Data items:
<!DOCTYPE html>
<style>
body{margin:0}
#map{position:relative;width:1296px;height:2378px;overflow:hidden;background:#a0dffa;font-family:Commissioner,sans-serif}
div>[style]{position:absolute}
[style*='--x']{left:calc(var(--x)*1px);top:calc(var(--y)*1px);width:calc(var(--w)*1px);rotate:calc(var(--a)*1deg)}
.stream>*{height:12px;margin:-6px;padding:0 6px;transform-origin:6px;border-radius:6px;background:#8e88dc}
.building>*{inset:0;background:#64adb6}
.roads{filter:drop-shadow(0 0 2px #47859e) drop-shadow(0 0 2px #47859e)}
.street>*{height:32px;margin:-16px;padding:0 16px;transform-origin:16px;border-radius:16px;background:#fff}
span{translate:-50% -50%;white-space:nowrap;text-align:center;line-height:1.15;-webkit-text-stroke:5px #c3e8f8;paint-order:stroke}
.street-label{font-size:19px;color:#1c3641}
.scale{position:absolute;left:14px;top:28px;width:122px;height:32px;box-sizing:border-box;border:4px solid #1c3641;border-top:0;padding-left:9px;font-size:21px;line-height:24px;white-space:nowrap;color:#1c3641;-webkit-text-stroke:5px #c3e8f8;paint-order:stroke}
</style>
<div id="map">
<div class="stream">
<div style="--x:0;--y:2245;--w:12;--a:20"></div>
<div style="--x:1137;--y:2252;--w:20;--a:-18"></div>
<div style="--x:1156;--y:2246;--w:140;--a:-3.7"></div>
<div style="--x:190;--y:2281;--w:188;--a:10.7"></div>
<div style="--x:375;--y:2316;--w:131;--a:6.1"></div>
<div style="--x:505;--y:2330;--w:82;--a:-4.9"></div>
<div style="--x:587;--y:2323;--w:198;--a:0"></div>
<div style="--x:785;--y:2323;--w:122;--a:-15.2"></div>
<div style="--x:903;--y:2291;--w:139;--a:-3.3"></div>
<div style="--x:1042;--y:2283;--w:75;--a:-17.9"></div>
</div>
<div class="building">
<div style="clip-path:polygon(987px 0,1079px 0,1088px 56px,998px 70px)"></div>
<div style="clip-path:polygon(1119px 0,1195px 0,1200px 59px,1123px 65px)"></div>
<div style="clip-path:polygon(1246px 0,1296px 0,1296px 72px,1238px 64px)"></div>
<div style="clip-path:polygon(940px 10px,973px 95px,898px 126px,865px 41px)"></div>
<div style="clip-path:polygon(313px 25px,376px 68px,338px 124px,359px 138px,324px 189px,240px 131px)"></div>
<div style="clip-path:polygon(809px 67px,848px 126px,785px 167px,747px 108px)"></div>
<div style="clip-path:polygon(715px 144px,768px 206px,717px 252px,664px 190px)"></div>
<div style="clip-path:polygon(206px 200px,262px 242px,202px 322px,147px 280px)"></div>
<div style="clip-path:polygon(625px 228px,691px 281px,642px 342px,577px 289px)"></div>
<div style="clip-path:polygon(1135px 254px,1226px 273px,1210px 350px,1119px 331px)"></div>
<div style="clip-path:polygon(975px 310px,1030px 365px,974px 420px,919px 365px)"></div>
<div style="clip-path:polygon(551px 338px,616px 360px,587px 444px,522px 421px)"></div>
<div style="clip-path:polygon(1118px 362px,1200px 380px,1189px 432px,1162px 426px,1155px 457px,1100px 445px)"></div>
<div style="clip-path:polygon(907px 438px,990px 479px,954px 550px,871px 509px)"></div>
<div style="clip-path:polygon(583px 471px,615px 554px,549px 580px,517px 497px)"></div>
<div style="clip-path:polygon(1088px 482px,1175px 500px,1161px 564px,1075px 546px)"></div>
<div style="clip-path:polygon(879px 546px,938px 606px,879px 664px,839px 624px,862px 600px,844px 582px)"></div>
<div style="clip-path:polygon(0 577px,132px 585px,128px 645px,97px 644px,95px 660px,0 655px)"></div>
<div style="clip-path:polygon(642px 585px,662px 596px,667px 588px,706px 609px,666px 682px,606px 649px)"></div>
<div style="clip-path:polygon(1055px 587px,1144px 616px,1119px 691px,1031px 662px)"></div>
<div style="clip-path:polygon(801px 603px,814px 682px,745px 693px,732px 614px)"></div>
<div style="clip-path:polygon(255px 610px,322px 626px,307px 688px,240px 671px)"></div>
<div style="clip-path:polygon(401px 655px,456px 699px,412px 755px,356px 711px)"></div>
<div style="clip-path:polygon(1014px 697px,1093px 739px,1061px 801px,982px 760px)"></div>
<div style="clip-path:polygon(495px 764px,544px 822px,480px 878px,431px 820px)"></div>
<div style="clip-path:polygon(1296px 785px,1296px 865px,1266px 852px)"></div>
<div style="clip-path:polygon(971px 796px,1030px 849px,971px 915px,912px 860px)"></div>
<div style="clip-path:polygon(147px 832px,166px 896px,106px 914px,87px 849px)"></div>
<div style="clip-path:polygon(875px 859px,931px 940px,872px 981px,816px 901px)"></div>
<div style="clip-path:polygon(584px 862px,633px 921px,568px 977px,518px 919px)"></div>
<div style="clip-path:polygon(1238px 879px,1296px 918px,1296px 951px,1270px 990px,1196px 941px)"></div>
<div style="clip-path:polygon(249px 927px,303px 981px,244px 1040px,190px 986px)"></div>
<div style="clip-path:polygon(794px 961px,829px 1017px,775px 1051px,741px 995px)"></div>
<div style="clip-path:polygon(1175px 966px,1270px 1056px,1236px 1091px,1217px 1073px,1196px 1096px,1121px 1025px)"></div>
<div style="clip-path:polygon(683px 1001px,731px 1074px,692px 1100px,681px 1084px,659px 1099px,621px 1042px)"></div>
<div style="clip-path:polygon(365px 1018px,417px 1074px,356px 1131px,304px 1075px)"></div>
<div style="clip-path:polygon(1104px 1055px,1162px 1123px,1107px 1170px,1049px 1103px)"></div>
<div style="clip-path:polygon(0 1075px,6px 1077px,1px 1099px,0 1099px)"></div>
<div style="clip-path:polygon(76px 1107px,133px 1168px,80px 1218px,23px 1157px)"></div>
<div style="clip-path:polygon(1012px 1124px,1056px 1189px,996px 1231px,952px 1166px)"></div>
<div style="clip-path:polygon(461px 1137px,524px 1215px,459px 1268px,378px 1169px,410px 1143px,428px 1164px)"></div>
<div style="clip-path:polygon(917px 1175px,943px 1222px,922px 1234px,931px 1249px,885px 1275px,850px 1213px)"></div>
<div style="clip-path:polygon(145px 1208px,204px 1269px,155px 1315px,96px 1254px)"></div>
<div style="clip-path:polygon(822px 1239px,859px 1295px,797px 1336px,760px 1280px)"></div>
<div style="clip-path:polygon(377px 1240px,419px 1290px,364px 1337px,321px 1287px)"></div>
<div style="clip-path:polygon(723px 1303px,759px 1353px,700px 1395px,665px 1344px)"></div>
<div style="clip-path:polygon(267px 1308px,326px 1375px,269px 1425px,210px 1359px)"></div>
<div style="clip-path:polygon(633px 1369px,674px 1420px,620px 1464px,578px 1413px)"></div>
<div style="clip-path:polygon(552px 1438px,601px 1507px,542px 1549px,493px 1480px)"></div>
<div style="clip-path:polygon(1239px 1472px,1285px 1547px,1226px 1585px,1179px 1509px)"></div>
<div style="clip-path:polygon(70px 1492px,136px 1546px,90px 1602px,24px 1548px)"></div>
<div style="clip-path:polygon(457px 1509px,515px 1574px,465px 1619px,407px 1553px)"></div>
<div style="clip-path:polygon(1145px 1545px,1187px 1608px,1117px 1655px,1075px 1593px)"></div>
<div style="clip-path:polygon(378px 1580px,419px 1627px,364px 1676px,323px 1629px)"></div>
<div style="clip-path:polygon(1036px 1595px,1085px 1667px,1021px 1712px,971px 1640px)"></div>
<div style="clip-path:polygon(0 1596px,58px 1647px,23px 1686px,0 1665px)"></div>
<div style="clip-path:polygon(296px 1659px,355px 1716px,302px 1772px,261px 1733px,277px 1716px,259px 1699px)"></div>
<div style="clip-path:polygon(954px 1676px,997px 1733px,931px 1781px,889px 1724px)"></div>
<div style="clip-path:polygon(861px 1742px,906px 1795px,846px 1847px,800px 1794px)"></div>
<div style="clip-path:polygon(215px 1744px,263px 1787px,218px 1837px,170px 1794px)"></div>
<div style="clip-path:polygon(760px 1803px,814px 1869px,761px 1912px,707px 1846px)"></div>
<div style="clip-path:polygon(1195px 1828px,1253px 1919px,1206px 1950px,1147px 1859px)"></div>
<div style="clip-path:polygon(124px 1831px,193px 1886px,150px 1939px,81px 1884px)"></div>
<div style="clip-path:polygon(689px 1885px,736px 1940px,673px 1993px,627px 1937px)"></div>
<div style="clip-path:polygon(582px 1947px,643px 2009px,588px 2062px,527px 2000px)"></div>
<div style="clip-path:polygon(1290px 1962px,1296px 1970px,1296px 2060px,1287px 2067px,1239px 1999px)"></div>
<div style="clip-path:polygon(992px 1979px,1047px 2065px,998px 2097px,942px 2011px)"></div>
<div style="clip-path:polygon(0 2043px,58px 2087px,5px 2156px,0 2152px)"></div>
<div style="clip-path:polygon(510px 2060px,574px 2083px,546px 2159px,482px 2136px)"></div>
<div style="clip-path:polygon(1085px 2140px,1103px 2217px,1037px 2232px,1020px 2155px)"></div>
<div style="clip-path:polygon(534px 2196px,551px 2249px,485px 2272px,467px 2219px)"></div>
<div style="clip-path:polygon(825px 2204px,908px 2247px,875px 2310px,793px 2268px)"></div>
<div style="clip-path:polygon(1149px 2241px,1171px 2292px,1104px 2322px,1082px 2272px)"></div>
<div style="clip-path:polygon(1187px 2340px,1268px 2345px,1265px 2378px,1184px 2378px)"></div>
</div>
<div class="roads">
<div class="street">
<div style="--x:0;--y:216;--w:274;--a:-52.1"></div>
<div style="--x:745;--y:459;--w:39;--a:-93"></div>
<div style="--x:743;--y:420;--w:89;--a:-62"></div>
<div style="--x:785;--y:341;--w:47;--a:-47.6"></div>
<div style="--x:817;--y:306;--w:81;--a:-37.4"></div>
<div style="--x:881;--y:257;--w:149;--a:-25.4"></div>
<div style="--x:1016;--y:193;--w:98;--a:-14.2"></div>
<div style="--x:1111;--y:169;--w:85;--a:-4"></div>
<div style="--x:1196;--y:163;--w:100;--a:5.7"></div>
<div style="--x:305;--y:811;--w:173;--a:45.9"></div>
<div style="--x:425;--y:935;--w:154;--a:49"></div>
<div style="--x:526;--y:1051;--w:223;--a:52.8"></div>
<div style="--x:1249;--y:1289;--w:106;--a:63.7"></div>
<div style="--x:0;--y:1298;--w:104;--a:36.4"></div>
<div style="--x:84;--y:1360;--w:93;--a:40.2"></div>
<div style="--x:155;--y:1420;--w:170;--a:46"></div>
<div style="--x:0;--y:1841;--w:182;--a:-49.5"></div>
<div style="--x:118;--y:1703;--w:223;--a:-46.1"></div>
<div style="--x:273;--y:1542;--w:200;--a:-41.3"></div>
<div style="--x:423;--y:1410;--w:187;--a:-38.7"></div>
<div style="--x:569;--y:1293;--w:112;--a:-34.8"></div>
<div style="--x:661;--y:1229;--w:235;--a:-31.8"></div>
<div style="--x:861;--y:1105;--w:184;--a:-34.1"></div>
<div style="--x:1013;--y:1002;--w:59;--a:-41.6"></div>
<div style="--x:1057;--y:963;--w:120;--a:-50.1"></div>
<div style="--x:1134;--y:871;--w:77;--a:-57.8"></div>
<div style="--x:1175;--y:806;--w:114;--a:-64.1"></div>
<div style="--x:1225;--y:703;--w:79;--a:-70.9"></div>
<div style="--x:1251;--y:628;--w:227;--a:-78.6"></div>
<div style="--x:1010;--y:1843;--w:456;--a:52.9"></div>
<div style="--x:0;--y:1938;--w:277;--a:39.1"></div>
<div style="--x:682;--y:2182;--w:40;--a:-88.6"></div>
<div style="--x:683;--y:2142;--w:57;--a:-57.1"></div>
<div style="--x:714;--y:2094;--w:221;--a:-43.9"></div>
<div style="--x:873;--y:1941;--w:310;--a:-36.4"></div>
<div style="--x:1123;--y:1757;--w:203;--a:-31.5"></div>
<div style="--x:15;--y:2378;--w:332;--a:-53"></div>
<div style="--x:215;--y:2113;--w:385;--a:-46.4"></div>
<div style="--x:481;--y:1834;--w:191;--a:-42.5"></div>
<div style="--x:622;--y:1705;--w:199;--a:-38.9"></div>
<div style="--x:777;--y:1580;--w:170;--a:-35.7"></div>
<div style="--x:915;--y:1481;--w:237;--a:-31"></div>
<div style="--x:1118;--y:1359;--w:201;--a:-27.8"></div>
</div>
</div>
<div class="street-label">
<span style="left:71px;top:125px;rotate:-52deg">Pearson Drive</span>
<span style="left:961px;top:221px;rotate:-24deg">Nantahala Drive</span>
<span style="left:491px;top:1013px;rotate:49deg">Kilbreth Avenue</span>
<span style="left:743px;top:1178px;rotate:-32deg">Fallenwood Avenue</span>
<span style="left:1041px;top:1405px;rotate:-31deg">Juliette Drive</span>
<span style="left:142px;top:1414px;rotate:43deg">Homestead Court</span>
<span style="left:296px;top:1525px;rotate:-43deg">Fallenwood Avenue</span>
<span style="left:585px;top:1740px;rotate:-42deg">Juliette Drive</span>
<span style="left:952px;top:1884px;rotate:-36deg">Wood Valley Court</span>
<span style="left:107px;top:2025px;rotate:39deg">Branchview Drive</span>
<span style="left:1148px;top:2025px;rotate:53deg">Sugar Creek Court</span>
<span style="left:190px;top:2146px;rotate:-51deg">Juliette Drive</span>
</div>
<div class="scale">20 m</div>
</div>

_Your goal:_ The result should be every line that contains "stream", copied from the entries.

_Result:_
.stream>*{height:12px;margin:-6px;padding:0 6px;transform-origin:6px;border-radius:6px;background:#8e88dc}
<div class="stream">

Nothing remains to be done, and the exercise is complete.